# Scipy Stats Jupter notebook

#### Scipy stats is a module contained within the scipy python package. This sub package is used to carry out statistical analysis of datasets in a quick and easy to use manner. This module consists of a library of ever growing statistical tests and functions, probability distributions, kernal density estimation and much more [1]. Due to the large size of this library it would be very difficult to describe each function within it and so I am going to run through a few of the features of the scipy.stats module.

In [None]:
# I will start first by importing all the necessary packages to describe the features. [2],[3],[4],[5].
import numpy as np 
from scipy import stats
import matplotlib.pyplot as plt
import seaborn as sns
import pandas as pd

#### The first feature of she scipy.stats package I am going to describe is the probability distributions. In scipy.stats these are separated into three headings. These are Continuous distributions, Multivariate distributions and Discrete Distributions.

#### The one I will be looking at is a uniform distribution. This type of distribution is one in which each value within a certain range is equally likely to occur.



In [None]:
# I will start by generating 10,000 numbers from a uniform distribution using the stats package.
uniform= stats.uniform.rvs(size= 10000, loc= 0, scale= 10)

In [None]:
# I will now place them in a pandas dataframe and generate a plot
pd.DataFrame(uniform).plot(kind="density", figsize= (9,9), xlim= (-1,11))

#### I will now be looking at the cumalative distribution function in regards to the uniform distribution. This is another feature of the stats package. This function allows us to determine whether an observation falls below a specified value. In the below function this specified value is x.

In [None]:
# I use x= 2.5 as the cut off value and expect an answer of 0.25 or 25% as it should be a quarter of the scale due the uniform
# distribution
stats.uniform.cdf(x= 2.5, loc= 0, scale= 10)

#### I will now be looking at the percent point function in regards to the uniform distribution. This function is the inverse of the CDF function and returns the cut-off for which we have a certain percentage chance for drawing an observation below that value. The percentage example I will use here is 75%

In [None]:
stats.uniform.ppf(q= 0.75, loc= 0, scale=10)

#### The final function associated with the uniform distribution I will look at is the Probability Density Function (PDF). The PDF gives the probability density otherwise known as the height of the distribution at a given x value. Due to the fact that the Uniform Distribution is flat, all x values within its range will have the same value

In [None]:
# The below for loop will print the densitys between -1 and 11 
for x in range (-1, 12, 2):
    print("Density at x value " + str(x))
    print(stats.uniform.pdf(x, loc= 0, scale= 10))


#### Scipy.stats offer a large variety of statistical functions that can be carried out on datasets all of which can be seen at https://docs.scipy.org/doc/scipy/reference/stats.html#summary-statistics. I will display a few of them below.

In [None]:
# The first statistical function will look at is the find_repeats function
stats.find_repeats([1,2,3,4,4,4,4,3,2,1,2,3,57,6])

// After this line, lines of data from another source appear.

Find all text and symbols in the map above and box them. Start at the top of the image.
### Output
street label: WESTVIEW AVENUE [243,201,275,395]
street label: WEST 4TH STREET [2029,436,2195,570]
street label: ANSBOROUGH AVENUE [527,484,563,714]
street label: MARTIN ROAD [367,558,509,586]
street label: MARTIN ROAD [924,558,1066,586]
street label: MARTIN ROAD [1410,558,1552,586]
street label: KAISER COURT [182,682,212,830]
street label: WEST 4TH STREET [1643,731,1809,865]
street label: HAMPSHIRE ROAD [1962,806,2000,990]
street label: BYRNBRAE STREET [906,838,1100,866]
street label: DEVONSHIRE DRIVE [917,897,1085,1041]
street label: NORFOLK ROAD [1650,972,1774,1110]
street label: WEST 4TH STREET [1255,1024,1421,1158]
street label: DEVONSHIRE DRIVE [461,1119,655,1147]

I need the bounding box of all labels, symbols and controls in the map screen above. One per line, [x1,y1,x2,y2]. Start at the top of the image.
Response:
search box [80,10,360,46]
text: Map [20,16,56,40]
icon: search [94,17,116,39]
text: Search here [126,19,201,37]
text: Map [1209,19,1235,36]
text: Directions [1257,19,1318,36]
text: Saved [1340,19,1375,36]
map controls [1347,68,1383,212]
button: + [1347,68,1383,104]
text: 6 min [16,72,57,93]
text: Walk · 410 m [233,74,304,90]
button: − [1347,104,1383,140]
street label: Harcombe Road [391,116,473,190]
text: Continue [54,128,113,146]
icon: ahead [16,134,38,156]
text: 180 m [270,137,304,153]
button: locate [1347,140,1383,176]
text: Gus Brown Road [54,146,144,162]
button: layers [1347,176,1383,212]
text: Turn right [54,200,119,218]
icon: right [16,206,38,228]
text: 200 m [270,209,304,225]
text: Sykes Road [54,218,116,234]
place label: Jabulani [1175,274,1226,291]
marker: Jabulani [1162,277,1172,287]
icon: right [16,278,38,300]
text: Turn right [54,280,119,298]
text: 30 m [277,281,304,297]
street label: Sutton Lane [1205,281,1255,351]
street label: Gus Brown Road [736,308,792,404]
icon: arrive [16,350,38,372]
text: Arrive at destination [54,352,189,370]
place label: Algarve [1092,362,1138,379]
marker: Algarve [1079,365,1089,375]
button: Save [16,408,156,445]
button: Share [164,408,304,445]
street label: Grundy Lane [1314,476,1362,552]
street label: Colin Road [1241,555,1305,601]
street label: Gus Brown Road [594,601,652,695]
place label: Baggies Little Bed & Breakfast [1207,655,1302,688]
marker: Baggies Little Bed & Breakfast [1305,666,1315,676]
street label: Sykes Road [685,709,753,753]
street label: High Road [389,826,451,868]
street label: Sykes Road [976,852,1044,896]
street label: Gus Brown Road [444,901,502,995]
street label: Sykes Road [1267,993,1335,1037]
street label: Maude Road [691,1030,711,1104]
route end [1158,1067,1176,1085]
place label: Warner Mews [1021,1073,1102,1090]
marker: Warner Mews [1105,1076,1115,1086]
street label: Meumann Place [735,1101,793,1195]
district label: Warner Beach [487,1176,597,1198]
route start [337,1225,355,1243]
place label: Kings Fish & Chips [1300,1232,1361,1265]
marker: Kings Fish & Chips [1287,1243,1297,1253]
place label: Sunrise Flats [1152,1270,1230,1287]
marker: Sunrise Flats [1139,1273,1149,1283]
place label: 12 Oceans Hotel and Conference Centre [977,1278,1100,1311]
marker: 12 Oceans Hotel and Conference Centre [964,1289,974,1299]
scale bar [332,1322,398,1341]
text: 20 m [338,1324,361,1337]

#### The above function will find the number of repeats in an array and return two arrays. The first will show the numbers that repeated and the second will show the number of repeats in the same order.

In [None]:
# The second statistical function I will look at is the describe function.
# I will start by generating a numpy array of 20 numbers
x= np.arange(20)
x

In [None]:
# I will then call the .describe function
stats.describe(x)

#### The above function will return the nobs, which is the size of the array, the min and max of the array, the mean of the array, the variance, which is a measure of dispersion, the skewness which is the degree of asymmetry in the array and the Kurtosis.

In [None]:
# Another stats function is the tmax.
# I will again create another numpy array of length 20.
x= np.arange(20)
x

In [None]:
# I will now now run the tmax function on the array
stats.tmax(x, 11)

#### The above function calculates the max value of the array while ignoring the upperlimit in the above case 11 and anything above it.

## ANOVA

#### Anova stands for analysis of variance and is a method used in statistical analysis to test 3 or more groups for mean differences of continueous response variables [6]. There are two types of ANOVA, these are one-way ANOVA and two-way ANOVA. One-way ANOVA. A one-way ANOVA is used to compare a single dependant variable with a single independant variable also known a a category. A two-way ANOVA is used to compare a single dependant variable with 2 and more independant variables.

***
### One-way ANOVA




#### In order to carry out a one-way ANOVA there are 6 assumptions that must be met in order to ensure that the data is suitable for this type of test. The 6 assumptions are:

#### 1) The dependant variable must be measured at the interval level meaning they are continueous.
#### 2) The independant variable must conpose of more than 1 groups.
#### 3) There should be 'independance of observations' which means that the observations should not be related to the group or      there should be no relationship between the groups.
#### 4) There should be no outliers. This is data that deviates greatly from the mean and do not follow any particular pattern.
#### 5) The dependant variable must be 'normally distributed' for each category of the independant variable. We will use a Shapiro-Wilk to test for this.
#### 6) There most be homogeneity of variances. This can be determined by carrying out the Levenes test for homogeneity of variance. [7] 

In [None]:
# I start by importing the necessary python packages to carry out the One-way ANOVA.
%matplotlib inline
import pandas as pd

# I then load the dataset I will be using to demonstrate the ANOVA method [8].
df = pd.read_csv("data/Diet.csv")
df
# I will now change the Diet column to a string to make it easier to use later.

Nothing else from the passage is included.